··· Recorded data

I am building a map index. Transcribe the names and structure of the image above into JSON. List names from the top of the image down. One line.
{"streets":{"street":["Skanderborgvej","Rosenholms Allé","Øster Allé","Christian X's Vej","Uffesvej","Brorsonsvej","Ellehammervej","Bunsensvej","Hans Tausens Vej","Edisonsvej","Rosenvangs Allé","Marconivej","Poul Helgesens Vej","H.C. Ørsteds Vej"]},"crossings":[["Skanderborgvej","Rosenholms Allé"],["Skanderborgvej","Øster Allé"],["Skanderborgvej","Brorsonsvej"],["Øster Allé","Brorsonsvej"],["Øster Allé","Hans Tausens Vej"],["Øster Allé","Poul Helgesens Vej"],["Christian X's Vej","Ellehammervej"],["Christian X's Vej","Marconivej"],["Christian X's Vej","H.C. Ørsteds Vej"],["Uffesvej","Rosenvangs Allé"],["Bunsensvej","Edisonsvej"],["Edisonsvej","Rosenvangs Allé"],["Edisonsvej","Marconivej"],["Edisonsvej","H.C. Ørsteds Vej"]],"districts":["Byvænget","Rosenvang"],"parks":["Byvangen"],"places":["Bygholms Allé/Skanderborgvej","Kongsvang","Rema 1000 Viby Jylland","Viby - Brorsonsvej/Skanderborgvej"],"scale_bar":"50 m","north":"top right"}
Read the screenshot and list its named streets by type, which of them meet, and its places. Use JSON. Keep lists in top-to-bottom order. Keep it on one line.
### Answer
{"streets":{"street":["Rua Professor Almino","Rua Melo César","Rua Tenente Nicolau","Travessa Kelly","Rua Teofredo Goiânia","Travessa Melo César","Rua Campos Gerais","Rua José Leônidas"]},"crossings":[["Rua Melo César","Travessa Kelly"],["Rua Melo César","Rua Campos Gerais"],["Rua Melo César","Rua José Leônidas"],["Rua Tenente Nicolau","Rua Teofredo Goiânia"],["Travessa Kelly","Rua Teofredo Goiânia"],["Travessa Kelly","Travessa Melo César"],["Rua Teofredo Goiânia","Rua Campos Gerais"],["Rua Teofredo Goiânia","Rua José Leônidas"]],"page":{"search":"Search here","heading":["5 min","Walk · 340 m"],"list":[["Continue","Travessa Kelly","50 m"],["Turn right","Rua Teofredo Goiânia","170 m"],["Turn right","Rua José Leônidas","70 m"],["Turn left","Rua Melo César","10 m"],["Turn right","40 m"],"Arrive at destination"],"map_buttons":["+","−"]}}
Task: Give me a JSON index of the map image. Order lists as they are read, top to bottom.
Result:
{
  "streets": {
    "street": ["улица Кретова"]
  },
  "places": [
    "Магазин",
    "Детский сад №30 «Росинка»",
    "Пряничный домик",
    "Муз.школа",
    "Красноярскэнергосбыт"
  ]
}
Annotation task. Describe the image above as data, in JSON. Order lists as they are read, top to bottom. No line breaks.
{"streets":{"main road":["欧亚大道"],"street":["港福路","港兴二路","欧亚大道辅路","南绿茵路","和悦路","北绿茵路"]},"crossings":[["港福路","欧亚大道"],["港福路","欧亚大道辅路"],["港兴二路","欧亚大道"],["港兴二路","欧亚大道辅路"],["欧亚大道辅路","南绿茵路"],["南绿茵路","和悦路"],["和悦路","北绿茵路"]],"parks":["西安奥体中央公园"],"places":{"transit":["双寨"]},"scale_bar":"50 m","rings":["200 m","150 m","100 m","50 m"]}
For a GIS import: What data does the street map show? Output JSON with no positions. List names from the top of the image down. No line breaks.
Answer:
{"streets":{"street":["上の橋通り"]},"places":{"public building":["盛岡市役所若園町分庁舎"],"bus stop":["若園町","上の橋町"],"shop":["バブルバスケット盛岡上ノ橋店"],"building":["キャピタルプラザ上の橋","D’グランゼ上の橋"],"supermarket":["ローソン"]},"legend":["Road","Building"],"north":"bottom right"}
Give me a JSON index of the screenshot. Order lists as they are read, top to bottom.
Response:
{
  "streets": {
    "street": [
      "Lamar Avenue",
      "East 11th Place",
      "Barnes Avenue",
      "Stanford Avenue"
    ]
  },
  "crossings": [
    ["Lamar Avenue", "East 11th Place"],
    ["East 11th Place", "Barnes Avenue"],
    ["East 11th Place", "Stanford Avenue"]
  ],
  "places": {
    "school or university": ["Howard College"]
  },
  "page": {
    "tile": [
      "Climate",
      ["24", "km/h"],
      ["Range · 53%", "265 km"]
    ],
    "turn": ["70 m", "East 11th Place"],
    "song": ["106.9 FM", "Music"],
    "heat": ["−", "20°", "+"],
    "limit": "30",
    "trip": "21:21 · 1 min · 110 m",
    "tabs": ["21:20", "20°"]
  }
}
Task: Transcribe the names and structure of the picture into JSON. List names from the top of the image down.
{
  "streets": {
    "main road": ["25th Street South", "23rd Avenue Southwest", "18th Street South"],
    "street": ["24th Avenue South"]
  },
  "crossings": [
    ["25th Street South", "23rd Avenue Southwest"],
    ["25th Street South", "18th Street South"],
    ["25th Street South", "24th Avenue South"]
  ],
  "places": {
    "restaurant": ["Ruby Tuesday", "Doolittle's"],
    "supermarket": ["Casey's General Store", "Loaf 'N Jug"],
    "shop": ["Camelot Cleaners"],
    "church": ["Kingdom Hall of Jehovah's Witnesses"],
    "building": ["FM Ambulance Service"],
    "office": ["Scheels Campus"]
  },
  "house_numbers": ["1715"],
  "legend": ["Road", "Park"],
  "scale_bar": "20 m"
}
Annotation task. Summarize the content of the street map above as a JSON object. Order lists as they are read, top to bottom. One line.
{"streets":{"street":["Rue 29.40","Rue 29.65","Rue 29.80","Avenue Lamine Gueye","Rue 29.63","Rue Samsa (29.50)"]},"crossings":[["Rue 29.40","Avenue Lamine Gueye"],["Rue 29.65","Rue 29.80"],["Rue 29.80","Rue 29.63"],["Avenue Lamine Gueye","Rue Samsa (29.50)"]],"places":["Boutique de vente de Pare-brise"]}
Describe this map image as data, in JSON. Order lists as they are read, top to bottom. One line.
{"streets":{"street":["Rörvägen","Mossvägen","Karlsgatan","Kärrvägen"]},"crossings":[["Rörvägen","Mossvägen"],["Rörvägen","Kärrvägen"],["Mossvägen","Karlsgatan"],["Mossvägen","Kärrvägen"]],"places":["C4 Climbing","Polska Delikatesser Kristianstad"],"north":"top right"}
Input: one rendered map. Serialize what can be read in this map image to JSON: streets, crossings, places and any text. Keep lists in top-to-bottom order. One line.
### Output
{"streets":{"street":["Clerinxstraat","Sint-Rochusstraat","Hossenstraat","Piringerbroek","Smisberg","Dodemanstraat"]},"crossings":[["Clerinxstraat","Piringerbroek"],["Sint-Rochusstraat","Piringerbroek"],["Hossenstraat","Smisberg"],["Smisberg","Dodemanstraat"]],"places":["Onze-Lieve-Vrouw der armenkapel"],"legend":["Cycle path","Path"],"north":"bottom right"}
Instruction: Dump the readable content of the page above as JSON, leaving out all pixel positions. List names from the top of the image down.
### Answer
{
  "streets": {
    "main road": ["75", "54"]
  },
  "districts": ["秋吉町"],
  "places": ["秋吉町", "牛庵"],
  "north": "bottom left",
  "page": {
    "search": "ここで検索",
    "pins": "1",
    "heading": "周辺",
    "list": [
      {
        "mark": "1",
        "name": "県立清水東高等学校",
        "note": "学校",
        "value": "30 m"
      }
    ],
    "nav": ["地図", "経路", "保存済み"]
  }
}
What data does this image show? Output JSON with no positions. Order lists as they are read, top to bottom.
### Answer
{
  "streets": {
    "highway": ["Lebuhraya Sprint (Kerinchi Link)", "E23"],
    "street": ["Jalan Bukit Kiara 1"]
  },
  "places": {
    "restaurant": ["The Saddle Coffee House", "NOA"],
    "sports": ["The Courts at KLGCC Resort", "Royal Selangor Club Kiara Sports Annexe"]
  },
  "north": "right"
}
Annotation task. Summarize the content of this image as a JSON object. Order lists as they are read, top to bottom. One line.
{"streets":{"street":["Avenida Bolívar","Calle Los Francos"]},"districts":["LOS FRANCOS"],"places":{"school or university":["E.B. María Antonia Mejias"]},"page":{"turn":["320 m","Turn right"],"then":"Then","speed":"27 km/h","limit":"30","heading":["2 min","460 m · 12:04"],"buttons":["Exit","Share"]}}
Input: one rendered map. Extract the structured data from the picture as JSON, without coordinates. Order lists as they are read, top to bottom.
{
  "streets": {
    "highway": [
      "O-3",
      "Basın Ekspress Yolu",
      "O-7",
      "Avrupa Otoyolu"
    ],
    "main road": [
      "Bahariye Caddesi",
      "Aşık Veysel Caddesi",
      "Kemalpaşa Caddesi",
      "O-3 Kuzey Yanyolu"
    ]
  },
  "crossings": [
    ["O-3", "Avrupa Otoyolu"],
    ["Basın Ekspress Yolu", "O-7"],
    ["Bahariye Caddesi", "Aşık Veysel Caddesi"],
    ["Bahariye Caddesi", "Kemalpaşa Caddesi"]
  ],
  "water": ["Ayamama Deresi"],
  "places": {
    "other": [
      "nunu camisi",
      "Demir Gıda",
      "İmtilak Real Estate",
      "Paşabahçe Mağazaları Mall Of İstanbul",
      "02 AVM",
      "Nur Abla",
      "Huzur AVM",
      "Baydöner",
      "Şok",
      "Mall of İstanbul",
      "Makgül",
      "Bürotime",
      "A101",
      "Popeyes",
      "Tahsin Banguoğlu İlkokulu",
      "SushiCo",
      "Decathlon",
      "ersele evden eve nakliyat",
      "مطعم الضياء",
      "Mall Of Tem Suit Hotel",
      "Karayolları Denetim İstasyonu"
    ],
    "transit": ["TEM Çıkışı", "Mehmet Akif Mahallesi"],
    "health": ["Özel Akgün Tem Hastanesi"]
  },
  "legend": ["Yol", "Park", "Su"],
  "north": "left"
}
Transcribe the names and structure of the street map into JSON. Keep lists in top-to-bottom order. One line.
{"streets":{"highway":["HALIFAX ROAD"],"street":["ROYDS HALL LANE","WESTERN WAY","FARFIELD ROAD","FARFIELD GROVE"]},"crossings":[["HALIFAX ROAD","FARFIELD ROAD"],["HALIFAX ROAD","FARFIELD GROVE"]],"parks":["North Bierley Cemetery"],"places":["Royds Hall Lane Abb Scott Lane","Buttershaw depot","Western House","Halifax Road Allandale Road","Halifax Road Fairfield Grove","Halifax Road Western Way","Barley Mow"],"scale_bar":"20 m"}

······

* [What is required]:
From the entries above, give again exactly the lines running from the line with "Annotation task. Describe" to the line with "Give me a JSON index of the screenshot."; include both of those lines.

* [Task solution]:
Annotation task. Describe the image above as data, in JSON. Order lists as they are read, top to bottom. No line breaks.
{"streets":{"main road":["欧亚大道"],"street":["港福路","港兴二路","欧亚大道辅路","南绿茵路","和悦路","北绿茵路"]},"crossings":[["港福路","欧亚大道"],["港福路","欧亚大道辅路"],["港兴二路","欧亚大道"],["港兴二路","欧亚大道辅路"],["欧亚大道辅路","南绿茵路"],["南绿茵路","和悦路"],["和悦路","北绿茵路"]],"parks":["西安奥体中央公园"],"places":{"transit":["双寨"]},"scale_bar":"50 m","rings":["200 m","150 m","100 m","50 m"]}
For a GIS import: What data does the street map show? Output JSON with no positions. List names from the top of the image down. No line breaks.
Answer:
{"streets":{"street":["上の橋通り"]},"places":{"public building":["盛岡市役所若園町分庁舎"],"bus stop":["若園町","上の橋町"],"shop":["バブルバスケット盛岡上ノ橋店"],"building":["キャピタルプラザ上の橋","D’グランゼ上の橋"],"supermarket":["ローソン"]},"legend":["Road","Building"],"north":"bottom right"}
Give me a JSON index of the screenshot. Order lists as they are read, top to bottom.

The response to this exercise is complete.